Newfoundland and Labrador joined Canada as the country’s 10th province in 1949. Newfoundland is a large island in the Atlantic Ocean. Labrador is triangle-shaped area of the mainland that reaches north into the Arctic. The province was originally the home of several groups of indigenous people, including the Mi’kmaq, Beothuk, Innu and Inuit. Vikings visited the island more than 1,000 years ago and Europeans began to settle in Newfoundland in the 1500s. The economy was built on fishing, mining and forestry but shifted with the discovery of oil and natural gas. The province has about 500,000 people. The capital, St. John’s, is one of the oldest cities in North America and has a reputation as a cradle of culture, with lively music and many artists.
More than 1,000 permanent residents landed in Newfoundland in 2015, including:
- 315 people from the Philippines
- 135 people from Syria
- 80 people from Eritrea
- 60 people from China and
- 50 people from India
Newfoundland is aggressively recruiting new immigrants to the province. It has increased its nominations dramatically in recent years and plans to introduce three new immigration programs for students, entrepreneurs and business investors.
About 16 per cent of all of the university students in Newfoundland and Labrador come from outside Canada. In the fall of 2016, statistics show that 2,386 international students were enrolled in Newfoundland and Labrador universities. The number of international students at Newfoundland and Labrador universities increased by 11 per cent in 2017, with 2,637 students enrolled that fall.

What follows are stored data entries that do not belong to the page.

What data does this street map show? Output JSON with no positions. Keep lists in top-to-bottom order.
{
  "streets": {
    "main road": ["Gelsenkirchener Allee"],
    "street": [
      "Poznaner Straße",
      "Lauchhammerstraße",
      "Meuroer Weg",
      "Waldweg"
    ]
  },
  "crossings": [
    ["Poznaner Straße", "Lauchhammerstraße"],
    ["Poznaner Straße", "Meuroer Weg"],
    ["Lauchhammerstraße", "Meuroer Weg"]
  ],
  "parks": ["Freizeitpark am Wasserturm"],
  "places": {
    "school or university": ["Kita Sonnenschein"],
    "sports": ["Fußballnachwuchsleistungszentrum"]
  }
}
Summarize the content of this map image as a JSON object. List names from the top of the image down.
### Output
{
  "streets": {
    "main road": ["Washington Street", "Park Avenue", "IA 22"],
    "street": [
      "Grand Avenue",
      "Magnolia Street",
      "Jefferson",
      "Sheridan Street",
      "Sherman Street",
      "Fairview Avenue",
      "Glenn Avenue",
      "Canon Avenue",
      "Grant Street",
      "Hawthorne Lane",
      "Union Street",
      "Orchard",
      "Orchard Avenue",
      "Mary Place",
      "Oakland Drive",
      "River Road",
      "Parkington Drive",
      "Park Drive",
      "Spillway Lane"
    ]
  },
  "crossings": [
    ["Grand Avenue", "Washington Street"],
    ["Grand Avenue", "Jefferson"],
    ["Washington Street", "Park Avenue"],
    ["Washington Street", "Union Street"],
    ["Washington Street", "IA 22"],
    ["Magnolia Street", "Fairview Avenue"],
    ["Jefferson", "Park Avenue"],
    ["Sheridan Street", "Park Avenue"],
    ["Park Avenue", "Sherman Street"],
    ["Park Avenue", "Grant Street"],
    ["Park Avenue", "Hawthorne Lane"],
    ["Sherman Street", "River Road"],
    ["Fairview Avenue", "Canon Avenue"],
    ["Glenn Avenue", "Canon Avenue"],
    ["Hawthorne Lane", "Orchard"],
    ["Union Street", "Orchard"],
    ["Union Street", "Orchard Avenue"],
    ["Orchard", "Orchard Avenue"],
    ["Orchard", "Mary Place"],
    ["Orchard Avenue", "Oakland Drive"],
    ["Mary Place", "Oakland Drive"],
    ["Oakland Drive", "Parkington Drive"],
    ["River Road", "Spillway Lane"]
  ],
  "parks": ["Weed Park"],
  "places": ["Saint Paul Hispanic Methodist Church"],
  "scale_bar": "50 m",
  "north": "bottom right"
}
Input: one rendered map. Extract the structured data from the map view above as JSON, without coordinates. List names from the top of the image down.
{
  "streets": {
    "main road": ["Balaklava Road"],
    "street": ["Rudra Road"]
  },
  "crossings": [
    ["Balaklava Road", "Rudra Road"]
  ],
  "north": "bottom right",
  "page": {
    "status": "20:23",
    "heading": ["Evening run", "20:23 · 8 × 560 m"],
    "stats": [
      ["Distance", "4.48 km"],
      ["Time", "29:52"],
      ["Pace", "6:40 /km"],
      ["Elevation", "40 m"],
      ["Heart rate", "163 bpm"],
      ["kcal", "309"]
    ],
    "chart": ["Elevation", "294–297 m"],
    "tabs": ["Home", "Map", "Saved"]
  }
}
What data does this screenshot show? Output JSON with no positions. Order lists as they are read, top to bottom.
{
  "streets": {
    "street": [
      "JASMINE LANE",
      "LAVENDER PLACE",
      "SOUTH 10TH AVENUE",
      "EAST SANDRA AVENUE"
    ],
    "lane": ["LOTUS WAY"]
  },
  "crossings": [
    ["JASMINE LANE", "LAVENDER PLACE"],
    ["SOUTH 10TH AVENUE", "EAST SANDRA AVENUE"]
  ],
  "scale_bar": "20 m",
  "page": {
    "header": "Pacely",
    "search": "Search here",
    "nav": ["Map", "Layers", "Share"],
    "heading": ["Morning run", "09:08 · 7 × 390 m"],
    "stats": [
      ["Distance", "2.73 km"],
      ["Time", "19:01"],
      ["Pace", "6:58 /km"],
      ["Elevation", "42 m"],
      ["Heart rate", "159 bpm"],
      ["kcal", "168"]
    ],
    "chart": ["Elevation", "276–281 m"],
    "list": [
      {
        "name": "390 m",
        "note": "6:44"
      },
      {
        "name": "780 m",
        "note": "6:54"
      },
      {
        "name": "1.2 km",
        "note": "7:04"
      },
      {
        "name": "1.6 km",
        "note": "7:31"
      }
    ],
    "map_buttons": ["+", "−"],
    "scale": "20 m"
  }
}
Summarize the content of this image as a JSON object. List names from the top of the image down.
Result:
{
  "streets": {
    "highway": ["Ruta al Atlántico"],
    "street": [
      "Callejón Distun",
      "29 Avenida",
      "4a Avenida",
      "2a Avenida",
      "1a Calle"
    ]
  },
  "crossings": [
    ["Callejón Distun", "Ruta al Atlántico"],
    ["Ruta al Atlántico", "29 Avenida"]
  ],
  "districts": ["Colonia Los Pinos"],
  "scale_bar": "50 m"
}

Many international students also attend elementary schools, high schools, colleges and language institutes. Federal statistics show that overall, 3,250 students from outside Canada held a permit to study in Newfoundland and Labrador in 2016. In that same year, 80 people who previously held study permits were approved for permanent residence. Another 40 former students were approved for permanent residence in the first nine months of 2017.
The province also plans to provide website information in several languages and it has promised to set up an online portal for applications.